ONLY LOVERS LEFT ALIVE

ONLY LOVERS LEFT ALIVE
Dir. Jim Jarmusch
2013

Core dividing lines on the reception of Only Lovers Left Alive come down to one question – are the immortal vampire artists Adam and Eve, portrayed as burned out gen-X rock idols by Tom Hiddleston and Tilda Swinton, the coolest icons of hipster culture ever or semi-pretentious dorks? Division on that answer sets up so much of where a viewer’s sympathies lie, whether or not you think their lives are suffocatingly tedious or eternally romantic. I was originally set up by film critics to believe they were meant to be as cool as Jim Jarmusch himself, and in watching I realized too many of the film critics I read spent most of their free time reading Wikipedia pages about the Christopher Marlowe/William Shakespeare conspiracy and Rolling Stone magazine. To be clear, I actually think the film works either way – it’s just that it creates a huge split on how you choose to read the central characters.

According to Adam, the world is dying. The “zombies” (read: us) are polluting our spaces and our bodies, fighting over oil when we should be fighting over water, desecrating our architecture and dishonoring our scientists. All the vampires are experiencing some of the negative outflow, here – human blood itself is more full of toxins (well, toxins to vampires) and a bad batch can spell the end for these immortals. He’s taken on the persona of a reclusive rock star who doesn’t want any of his music being published, a droning noise rock played by Jarmusch’s own band SQÜRL. If you see Adam as the arbiter of cool, this dismay is cosmic in scope, an indictment of humanity – we have a living god, and we have failed him. If you see him as a self-pitying dweeb, you hear him say “I don’t have heroes” and it’s easier to notice when Eve finds his wall of fame with photos of Buster Keaton, Jimi Hendrix, William S. Burroughs, RZA.

Adam, riffing on a level that is frickin sublime.

“I don’t have heroes.” Adam actually doesn’t have heroes. Heroes fight valiant adventures and die. He’s made art religion, and these are idols. The work got out there – they’re immortal. Gods. He knows as well as anyone that the world is still alive. And we see that reinvigoration happen late in the film when he sees a live performance and finds it admirable. Eve tells him about the singer and says, “She’s going to be very famous.” Adam says, “God, I hope not. She’s much too good for that.” Shut up, nerd!

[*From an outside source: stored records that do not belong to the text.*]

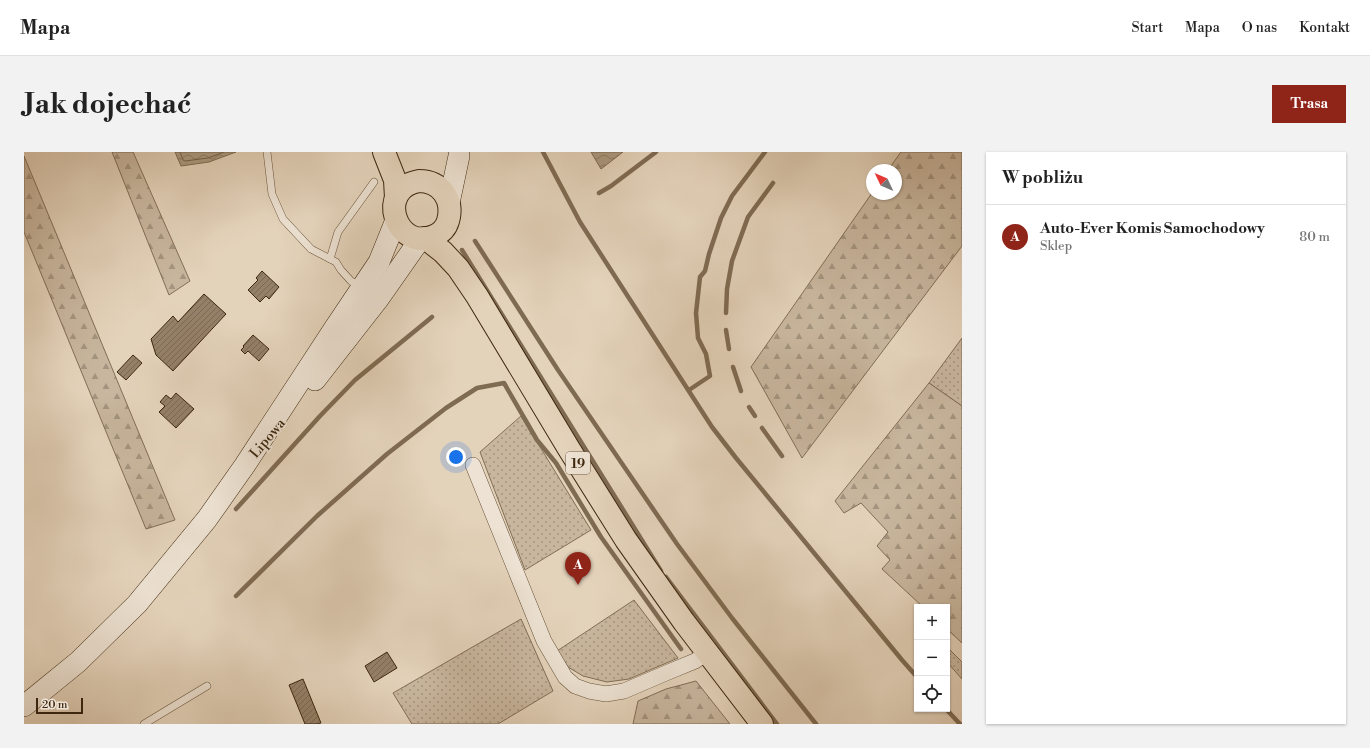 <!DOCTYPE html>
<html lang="pl">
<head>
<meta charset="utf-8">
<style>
  body { margin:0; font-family:"Libre Bodoni",serif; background:#f2f2f2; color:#222 }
  .controls { position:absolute; right:12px; bottom:12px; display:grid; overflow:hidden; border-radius:0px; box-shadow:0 1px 3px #0004 }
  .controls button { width:36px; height:36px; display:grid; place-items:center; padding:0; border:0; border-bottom:1px solid #e0e0e0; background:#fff; color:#222; font:20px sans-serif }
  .compass { position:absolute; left:842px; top:12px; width:36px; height:36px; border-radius:50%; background:#fff; box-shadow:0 1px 3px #0004; rotate:314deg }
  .scale { position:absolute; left:12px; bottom:10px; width:47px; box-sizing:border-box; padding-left:4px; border:2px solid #3d270e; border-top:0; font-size:11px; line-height:14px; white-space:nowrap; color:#3d270e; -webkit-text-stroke:3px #ede2d3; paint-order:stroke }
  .you { position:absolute; left:432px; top:305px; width:14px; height:14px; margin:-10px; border:3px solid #fff; border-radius:50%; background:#1a73e8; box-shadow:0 0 0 6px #1a73e833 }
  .badge { display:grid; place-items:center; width:26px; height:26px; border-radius:50%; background:#8f2418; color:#fff; font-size:13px; font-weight:700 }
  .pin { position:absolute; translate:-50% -33px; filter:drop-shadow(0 1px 2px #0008) }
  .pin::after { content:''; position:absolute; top:21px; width:14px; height:12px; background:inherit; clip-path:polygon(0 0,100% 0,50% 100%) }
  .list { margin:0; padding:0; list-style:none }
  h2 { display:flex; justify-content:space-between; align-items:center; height:52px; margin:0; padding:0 16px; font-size:17px }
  h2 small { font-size:13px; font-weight:400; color:#767676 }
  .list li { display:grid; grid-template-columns:26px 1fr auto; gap:12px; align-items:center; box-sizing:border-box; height:64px; padding:0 16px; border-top:1px solid #e0e0e0 }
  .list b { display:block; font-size:15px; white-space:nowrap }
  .list p { margin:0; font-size:13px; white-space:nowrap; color:#767676 }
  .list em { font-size:13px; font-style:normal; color:#767676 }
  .icon { flex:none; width:22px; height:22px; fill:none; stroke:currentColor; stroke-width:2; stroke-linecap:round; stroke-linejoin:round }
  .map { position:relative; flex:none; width:938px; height:572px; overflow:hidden; border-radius:0px }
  header { display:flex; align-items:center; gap:24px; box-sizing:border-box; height:56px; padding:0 20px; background:#fff; border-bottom:1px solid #e0e0e0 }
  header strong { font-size:19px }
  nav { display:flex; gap:22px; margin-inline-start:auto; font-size:14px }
  .intro { display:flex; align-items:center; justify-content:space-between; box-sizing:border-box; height:96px; padding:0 24px }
  h1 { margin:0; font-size:28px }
  .button { padding:10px 18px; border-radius:0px; background:#8f2418; color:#fff; font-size:14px; font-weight:700 }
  main { display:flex; gap:24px; padding:0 24px }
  aside { flex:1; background:#fff; border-radius:0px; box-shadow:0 1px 3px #0004 }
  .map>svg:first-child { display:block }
</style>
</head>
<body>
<header>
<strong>Mapa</strong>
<nav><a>Start</a><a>Mapa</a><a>O nas</a><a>Kontakt</a></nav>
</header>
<div class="intro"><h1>Jak dojechać</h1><a class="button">Trasa</a></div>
<main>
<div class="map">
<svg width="938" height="572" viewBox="0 0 938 572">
  <defs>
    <pattern id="grass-dots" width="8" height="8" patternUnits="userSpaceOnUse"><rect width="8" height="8" fill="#c8b69e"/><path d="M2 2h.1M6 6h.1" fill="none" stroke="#a4947f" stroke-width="1.8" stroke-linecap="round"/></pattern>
    <pattern id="forest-firs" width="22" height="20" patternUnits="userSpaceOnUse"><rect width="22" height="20" fill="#c8b69e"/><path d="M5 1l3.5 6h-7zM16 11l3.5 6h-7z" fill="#a4947f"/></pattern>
    <pattern id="water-waves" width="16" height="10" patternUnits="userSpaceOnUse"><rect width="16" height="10" fill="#ab9980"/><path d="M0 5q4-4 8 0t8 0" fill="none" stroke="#8c7d67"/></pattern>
    <pattern id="building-hatch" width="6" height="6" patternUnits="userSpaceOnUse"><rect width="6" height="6" fill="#948068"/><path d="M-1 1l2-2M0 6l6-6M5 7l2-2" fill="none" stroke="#7a6954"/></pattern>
  </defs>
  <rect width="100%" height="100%" fill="#e4d3bb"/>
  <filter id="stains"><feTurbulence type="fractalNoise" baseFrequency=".005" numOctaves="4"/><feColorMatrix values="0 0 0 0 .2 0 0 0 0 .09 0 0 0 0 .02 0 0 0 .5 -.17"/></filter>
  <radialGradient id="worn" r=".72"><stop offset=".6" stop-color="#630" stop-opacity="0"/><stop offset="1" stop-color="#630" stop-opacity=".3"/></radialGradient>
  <!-- grass -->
  <g fill="url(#grass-dots)" stroke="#826e56">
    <polygon points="938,186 938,254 905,231"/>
    <polygon points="497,264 567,378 501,418 456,300"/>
    <polygon points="610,448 654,506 605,527 583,530 559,524 544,515 533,499"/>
    <polygon points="497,467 529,539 474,572 388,572 369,541"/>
    <polygon points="923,495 938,510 938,527 923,510"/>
  </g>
  <!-- forest -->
  <g fill="url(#forest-firs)" stroke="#826e56">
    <polygon points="88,0 109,0 166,129 145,143"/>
    <polygon points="877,0 938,0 938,94 778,306 727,215 848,41 872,42 872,18 864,18"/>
    <polygon points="0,4 151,368 122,377 0,80"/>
    <polygon points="905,231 938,254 938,491 923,477 923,455 899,455 858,417 866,408 853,394 864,380 837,351 820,361 811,349"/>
    <polygon points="672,529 706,572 609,572 614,549 642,537"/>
  </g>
  <!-- water -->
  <g fill="url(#water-waves)" stroke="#7f6b52">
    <polygon points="151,0 212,0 185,10 157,14"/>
    <polygon points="567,0 599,0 577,17"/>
  </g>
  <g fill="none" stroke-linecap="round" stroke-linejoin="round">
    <!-- shore -->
    <polyline stroke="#746047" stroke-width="1" points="156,0 159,8 161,9 184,6 200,0"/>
    <!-- stream -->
    <g stroke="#7f6b52" stroke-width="4.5">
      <polyline points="519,0 556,70 688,275 712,306 878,508 893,525"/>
      <polyline points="575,41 587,34 632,0"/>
      <polyline points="451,89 534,218 653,392 708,466 792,572"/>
      <polyline points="438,98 637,419"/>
      <polyline points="702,161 703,137 708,109 724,65 749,31"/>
      <polyline points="702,178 705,197"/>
      <polyline points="709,215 717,239"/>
      <polyline points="665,238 686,224 682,202 674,186 672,161 676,125 681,119 685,102 697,66 708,44 741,0"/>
      <polyline points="725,255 731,264"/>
      <polyline points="738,276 758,304"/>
      <polyline points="212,357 296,264 331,228 408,165"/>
      <polyline points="642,425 753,572"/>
      <polyline points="212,444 293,364 363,302 422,256 453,236 480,231 513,288 532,311 577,385 657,497"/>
      <polyline points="922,557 936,572"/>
    </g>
  </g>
  <!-- building -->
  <g fill="url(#building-hatch)" stroke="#3d270e">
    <polygon points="238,119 255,135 245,147 242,144 236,150 224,138 234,128 232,126"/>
    <polygon points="180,142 202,162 149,219 132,203 127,187 149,164 154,170"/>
    <polygon points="229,183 245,197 235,209 224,199 221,202 217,198 220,195 219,194"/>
    <polygon points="109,203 118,211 102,228 93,220"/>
    <polygon points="152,241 170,257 152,276 135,260 141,254 136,250 142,243 147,247"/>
    <polygon points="363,500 373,516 350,530 341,514"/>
    <polygon points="279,527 297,571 293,572 281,572 265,533"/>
  </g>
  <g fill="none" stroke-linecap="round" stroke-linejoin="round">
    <!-- lane casing -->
    <g stroke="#675239" stroke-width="8">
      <g id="lane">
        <polyline points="243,0 248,42 259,67 287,97 312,110 317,118 327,129 336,135"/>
        <polyline points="306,107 314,80 350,30"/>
        <polyline points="120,572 183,534"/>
      </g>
    </g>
    <!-- street casing -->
    <g stroke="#675239" stroke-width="16">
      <polyline id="street" points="449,313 520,489 541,525 551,534 565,539 582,542 600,539 642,521 671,509 683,501"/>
    </g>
    <!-- secondary casing -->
    <g stroke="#3d270e" stroke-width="22">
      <g id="secondary">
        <polyline points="425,51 435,4"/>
        <polyline points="291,228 355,146 397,86"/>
        <polyline points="0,554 54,510 113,452 183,367 221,313 310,177 355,110 372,68"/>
      </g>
    </g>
    <!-- highway casing -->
    <g stroke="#3d270e" stroke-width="24">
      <g id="highway">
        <polyline points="360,0 371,28 372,46"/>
        <path d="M395,29C417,29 430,48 424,69C422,76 417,81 410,84C373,101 350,37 395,29Z"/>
        <polyline points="401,86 419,100 434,116 453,144 545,297 602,388 660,470 738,572"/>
      </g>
    </g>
    <!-- lane -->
    <use href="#lane" stroke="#ede2d3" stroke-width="7"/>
    <!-- street -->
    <use href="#street" stroke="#ede2d3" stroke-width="15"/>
    <!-- secondary -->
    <use href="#secondary" stroke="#ede2d3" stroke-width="21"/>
    <!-- highway -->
    <use href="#highway" stroke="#e4d3bb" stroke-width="22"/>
  </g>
  <g text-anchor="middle" stroke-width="3.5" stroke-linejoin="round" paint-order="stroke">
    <!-- shield labels -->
    <rect fill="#ede2d3" stroke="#725f49" stroke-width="1" x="542" y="300" width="24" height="22" rx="3"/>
    <g font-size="13" font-weight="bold" fill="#3d270e">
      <text x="554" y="316">19</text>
    </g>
    <!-- street labels -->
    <g font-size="14" fill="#3d270e" stroke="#ede2d3">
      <text transform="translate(243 286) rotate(-50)" y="5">Lipowa</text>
    </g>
  </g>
  <rect width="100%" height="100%" filter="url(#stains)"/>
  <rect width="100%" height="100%" fill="url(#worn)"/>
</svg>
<div class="controls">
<button>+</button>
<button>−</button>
<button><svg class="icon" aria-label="locate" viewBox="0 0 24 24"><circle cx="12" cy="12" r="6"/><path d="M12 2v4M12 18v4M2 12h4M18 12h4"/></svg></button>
</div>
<svg class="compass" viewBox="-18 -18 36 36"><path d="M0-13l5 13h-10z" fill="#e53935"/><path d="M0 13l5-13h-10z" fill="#767676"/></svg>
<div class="scale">20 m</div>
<div class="you"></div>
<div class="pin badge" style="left:554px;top:433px">A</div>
</div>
<aside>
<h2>W pobliżu<small></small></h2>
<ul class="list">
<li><span class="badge">A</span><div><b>Auto-Ever Komis Samochodowy</b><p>Sklep</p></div><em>80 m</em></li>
</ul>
</aside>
</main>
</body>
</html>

But whether or not they’re performing some of the exhaustion, Adam and Eve live sad, tired lives. They’re married, and they love one another, but they also need years or more apart. They’ve built lives on different continents because they badly need their space. Adam is contemplating oblivion – Eve is a little more comfortable because of her friendship with Kit Marlowe (John Hurt, perfectly warm) but knows he’s starting to become less lucid. While they take joy in so many little things, so many familiarities, they despair in different resignations. Eve is certainly more upbeat, but Tilda plays her as a little too placid, a little too indifferent, and the moments of sincere disappointment bring out a volatility.

Eve, Adam, Ava, and Ian at the White Hills gig.

That sadness comes between so many little bouts of tastemaking, art celebration, and is surrounded by a very funny supporting cast. Anton Yelchin plays the sweet Renfield to Adam’s Dracula, a young rock fan named who seems to be a middleman for expensive goods. He’s deferential, naive, and overwhelmed to meet people he admires. Jeffrey Wright plays Adam’s supplier of “the good stuff,” and his big scene is so funny, played as a too-cool-for-school doctor and dealer. Wasikowska plays Eve’s sister Ava as a menacing socialite lush, and you immediately get why Adam is so loath to let her visit. The movie is funny, cute, and everyone is having a good time. It’s really only when Jozef van Wissem’s lute score takes focus that the tragedy will set back in.

Hipster cool is consistently identified as the core of Jim Jarmusch’s appeal beyond the independent cineaste landscape. He exports cool bands, cool actors, vibes, and haunted landscapes in urban settings. That Gen-X cool is also occasionally appropriative, performative, and insular. I think what makes Only Lovers Left Alive stand out among Jarmusch’s films is that it gives the audience space to both admire and laugh at the speed with which these hipster vampires can identify wood grain by its Latin name or cite the exact year of a release. That admiration and amusement doesn’t come at the expense of the film’s dramatic stakes, either, and it became a gateway to the slow cinema Jarmusch has often cited as an admiration.